Virgin Mobile to acquire Helio for $39 million
Virgin Mobile USA will acquire Helio for about $39 million in a complex deal designed to improve its prospects in the tough mobile virtual network operator (MVNO) business.
The acquisition will bring Helio's postpaid data and voice services on distinctive phones with Virgin's prepaid service. Both companies resell capacity on Sprint Nextel's nationwide cellular network. Most carriers that use this MVNO business model in the U.S. have struggled, a problem analysts attribute to slim margins and high marketing and distribution costs.

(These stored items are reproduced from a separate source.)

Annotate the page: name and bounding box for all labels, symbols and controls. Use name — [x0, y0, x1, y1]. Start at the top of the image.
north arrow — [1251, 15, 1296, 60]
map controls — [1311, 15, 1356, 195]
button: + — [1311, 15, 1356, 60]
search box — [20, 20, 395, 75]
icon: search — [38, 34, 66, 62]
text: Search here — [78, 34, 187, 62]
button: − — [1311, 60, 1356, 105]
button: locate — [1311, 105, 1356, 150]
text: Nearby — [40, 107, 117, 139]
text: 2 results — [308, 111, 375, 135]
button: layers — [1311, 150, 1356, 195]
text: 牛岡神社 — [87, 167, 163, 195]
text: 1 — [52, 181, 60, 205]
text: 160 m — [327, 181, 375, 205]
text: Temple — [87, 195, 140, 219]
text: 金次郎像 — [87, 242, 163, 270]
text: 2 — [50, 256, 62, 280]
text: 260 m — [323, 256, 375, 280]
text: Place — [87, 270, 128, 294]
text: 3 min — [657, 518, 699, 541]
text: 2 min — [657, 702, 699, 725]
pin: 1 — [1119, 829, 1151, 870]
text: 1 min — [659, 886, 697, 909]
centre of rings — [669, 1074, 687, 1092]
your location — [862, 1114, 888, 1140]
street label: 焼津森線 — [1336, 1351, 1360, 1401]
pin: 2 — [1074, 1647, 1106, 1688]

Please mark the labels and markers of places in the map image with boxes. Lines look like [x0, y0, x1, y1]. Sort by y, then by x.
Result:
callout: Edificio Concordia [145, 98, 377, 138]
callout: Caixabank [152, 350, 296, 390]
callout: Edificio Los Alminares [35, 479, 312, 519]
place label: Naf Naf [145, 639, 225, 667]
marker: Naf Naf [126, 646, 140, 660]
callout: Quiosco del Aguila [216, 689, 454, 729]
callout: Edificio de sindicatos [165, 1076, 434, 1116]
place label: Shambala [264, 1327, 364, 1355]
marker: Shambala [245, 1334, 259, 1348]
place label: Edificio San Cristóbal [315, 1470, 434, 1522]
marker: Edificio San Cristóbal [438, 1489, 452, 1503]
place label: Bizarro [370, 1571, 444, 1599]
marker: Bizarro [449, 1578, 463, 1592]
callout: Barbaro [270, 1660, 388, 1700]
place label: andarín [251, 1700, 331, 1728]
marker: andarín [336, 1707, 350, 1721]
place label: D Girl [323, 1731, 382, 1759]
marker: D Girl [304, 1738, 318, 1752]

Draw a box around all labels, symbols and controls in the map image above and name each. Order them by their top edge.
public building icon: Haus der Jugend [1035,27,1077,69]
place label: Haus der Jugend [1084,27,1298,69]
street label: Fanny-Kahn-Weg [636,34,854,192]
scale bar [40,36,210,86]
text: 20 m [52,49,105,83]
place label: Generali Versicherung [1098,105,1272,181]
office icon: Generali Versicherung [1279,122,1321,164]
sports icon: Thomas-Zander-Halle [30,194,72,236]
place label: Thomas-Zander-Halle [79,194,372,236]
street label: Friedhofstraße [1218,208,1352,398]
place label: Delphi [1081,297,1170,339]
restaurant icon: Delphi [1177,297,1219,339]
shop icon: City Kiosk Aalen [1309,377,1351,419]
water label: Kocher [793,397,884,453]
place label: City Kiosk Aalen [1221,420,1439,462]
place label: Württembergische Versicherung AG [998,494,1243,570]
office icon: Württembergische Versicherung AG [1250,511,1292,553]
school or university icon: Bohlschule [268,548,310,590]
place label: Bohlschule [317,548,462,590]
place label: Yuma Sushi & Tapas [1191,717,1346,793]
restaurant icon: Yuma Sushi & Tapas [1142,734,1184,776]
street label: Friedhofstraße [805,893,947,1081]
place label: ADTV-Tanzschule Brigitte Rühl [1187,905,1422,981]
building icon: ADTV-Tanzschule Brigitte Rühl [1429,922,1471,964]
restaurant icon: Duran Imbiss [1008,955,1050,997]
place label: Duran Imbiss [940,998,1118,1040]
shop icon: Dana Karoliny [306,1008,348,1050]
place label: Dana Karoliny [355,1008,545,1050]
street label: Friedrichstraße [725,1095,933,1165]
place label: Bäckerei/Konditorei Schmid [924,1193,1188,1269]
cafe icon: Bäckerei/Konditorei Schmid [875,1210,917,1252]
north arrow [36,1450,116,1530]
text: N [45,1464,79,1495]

Virgin Mobile USA is a part of Richard Branson's Virgin Group conglomerate and was a pioneer in the MVNO business. Helio is a joint venture formed in 2005 between South Korea's SK Telecom and ailing ISP (Internet service provider) EarthLink.
In addition to the all-stock acquisition, Virgin Group and SK Telecom each will invest $25 million in Virgin Mobile USA.
As a result, SK Telecom ultimately is expected to own about 17 percent of Virgin Mobile USA and hold two seats on its board. Virgin will use the proceeds from those investments to pay down part of its debt. And SK Telecom and Virgin Group have also agreed to provide an additional $35 million and $25 million, respectively, to increase Virgin Mobile USA's revolving debt facility.
The deal is subject to regulatory and other approvals and is expected to close in the third quarter. It should give Virgin Mobile more liquidity and flexibility to expand its business, the company said.
Buying Helio gives Virgin Mobile access to its approximately 170,000 subscribers who spend about $80 per month on average, according to Virgin. The average in the U.S. mobile business is about $50. Virgin Mobile had 5.1 million subscribers in the first quarter but reported a drop in earnings from a year earlier.
By scaling up, Virgin Mobile said it also is getting a better deal from Sprint Nextel. Under revised terms on its contract with the carrier, Virgin expects an 8 percent cut in 2009 in the cost of a minute purchased wholesale from Sprint. It expects further cuts in the next three years. Virgin's cost per minute will be tied to the amount of network traffic it generates rather than Sprint's network costs, the company said.
Both MVNOs have gone after young consumers, with Helio taking an aggressive approach with advanced entertainment-oriented data services and unique data-centric handsets. But its strategy has been costly, with EarthLink and SK Telecom pouring millions of dollars into the venture even as it lost money. Last September, EarthLink said it would stop investing more money in Helio.